Abortion

House Votes to Bar D.C. From Using Its Own Funds to Assist Low-Income Women in Need of Abortion Care

The "small government" Republican and Tea Party majority in the House are seeking to put their big, intrusive footprint on the necks of District residents by inserting an amendment to the 2012 Financial Services Appropriations bill extending that ban for another year.

For the past two years, D.C. residents came as close as they’ve been in a long time to having the same rights and power guaranteed to every other citizen of the United States.  Though District residents retain the dubious distinction of “taxation without representation,” and though President Obama never made a priority of Home Rule even when he might have done so, the District did retain control over how local funds were spent, including to assist poor women seeking abortion care to be able to afford it.

The results of the 2010 election changed all that.  As part of the down-to-the-wire 2011 budget negotiations that threatened to shut down the government, D.C. lost its right to use its own tax dollars to fund abortions for low-income women.

Now, the “small government” Republican and Tea Party majority in the House are seeking to put their big, intrusive footprint on the necks of District residents by inserting an amendment to the 2012 Financial Services Appropriations bill extending that ban for another year.  The anti-choice majority in the House along with Senate counterparts also appear ready to harrass District Mayor Vincent Gray for information on whether DC is “faithfully” implementing the law.

The District government itself does not impose any major types of abortion restrictions—such as waiting periods, mandated parental involvement or limitations on publicly-funded abortion–often found in other states.

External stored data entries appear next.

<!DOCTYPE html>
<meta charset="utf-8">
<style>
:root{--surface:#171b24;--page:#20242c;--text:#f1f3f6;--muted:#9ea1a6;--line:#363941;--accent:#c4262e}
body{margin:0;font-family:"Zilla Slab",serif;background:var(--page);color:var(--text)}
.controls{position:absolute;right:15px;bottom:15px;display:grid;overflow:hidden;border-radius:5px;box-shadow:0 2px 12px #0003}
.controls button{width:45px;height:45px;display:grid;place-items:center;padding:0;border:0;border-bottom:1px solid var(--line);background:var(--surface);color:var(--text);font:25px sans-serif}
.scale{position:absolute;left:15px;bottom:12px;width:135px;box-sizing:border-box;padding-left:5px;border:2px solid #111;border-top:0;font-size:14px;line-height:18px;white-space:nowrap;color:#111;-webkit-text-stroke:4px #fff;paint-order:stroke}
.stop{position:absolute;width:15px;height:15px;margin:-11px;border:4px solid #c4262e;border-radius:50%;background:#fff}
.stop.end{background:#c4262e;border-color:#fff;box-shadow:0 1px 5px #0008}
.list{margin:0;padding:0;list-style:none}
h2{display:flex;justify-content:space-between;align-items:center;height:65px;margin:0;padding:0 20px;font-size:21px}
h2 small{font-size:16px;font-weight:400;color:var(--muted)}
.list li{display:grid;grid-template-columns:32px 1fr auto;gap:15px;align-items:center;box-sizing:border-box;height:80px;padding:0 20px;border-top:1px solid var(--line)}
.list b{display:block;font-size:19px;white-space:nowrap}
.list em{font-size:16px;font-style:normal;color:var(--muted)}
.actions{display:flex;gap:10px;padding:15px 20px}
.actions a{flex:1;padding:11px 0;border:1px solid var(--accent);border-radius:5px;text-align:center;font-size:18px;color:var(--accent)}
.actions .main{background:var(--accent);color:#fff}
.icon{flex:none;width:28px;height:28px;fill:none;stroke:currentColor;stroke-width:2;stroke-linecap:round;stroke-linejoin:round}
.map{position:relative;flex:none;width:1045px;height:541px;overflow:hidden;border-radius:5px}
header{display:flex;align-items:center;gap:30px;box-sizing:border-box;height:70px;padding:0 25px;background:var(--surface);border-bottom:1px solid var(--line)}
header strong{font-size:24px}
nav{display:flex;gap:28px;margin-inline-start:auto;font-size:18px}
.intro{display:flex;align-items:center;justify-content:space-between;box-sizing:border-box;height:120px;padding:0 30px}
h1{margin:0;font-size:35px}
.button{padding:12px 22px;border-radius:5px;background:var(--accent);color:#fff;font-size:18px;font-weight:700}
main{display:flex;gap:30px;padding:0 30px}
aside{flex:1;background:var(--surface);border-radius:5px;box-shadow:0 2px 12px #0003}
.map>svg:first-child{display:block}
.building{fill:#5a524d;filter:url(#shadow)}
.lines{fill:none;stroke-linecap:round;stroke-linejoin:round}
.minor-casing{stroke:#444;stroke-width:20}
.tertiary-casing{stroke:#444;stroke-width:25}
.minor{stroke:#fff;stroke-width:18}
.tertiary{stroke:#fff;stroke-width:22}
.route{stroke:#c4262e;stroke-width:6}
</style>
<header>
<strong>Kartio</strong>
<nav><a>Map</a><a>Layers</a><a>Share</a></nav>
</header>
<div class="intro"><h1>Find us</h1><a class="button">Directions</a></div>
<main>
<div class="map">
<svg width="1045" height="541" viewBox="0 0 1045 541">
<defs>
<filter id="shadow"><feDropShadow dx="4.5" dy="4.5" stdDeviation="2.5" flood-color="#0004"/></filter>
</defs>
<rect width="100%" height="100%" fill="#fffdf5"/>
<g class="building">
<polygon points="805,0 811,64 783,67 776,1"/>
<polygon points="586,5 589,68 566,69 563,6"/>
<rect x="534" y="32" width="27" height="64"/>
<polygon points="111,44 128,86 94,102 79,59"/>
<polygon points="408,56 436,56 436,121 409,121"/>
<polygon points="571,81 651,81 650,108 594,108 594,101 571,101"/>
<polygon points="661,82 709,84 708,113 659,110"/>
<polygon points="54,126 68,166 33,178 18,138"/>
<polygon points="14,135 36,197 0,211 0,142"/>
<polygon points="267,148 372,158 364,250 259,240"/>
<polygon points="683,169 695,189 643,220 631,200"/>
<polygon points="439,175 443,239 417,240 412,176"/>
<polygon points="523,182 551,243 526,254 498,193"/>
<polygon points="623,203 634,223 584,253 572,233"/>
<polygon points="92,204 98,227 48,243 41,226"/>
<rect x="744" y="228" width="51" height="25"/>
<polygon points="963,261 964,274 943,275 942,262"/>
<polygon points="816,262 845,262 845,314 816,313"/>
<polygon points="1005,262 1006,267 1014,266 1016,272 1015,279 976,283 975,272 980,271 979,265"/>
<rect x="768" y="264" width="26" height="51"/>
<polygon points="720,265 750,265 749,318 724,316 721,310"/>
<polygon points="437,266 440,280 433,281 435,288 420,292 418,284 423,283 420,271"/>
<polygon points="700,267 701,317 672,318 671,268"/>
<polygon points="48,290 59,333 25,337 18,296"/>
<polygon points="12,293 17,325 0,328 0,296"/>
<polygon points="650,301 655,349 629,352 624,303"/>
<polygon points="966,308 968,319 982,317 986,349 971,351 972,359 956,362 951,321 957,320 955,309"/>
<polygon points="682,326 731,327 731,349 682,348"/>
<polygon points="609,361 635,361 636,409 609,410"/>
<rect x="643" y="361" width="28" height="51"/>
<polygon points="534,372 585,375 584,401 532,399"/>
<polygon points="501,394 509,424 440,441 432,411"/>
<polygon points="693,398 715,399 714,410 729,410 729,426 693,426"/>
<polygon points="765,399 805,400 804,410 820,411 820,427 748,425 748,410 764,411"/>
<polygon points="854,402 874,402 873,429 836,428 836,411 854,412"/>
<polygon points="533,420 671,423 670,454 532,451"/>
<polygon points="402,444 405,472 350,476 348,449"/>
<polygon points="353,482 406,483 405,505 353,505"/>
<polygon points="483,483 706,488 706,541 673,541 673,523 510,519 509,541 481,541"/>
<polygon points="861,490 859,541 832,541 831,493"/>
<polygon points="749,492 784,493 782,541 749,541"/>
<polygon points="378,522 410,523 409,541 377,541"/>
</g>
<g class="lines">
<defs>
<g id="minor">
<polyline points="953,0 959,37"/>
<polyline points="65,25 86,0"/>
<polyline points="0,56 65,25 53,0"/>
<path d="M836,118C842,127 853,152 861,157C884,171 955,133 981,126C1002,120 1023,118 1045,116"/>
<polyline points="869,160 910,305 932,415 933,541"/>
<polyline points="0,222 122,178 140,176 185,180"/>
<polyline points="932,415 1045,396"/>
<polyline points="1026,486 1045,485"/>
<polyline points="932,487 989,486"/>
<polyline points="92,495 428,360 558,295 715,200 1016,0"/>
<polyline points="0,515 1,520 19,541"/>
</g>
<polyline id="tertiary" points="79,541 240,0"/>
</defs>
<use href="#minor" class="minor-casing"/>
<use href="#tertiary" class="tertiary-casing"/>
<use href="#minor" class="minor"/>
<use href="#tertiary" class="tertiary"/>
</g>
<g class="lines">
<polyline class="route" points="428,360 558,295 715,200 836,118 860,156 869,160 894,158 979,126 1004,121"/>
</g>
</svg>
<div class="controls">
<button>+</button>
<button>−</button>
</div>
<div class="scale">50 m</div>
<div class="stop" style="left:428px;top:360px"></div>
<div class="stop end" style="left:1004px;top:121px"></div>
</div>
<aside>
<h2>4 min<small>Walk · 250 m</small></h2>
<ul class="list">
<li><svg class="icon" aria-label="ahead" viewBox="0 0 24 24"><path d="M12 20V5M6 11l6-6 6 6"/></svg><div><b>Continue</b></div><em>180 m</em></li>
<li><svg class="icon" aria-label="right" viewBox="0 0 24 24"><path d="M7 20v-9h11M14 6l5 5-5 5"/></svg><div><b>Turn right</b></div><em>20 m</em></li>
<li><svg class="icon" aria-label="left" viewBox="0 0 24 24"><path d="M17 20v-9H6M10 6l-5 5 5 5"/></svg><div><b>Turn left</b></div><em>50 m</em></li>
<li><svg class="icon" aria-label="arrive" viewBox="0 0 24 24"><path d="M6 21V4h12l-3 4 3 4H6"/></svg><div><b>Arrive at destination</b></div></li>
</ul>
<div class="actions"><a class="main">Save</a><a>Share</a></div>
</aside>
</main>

Contrary to claims made by the anti-choice movement, access to abortion does not necessarily lead to an increase in the number performed.  In 2008, for example, an estimated 4,450 women obtained abortions in District of Columbia. Between 2005 and 2008, the rate of abortions in the District declined 45 percent.

The lack of restrictions on women’s ability to exercise self-determination with regard to their health, their lives, and their futures is, apparently, too much for the House GOP to bear.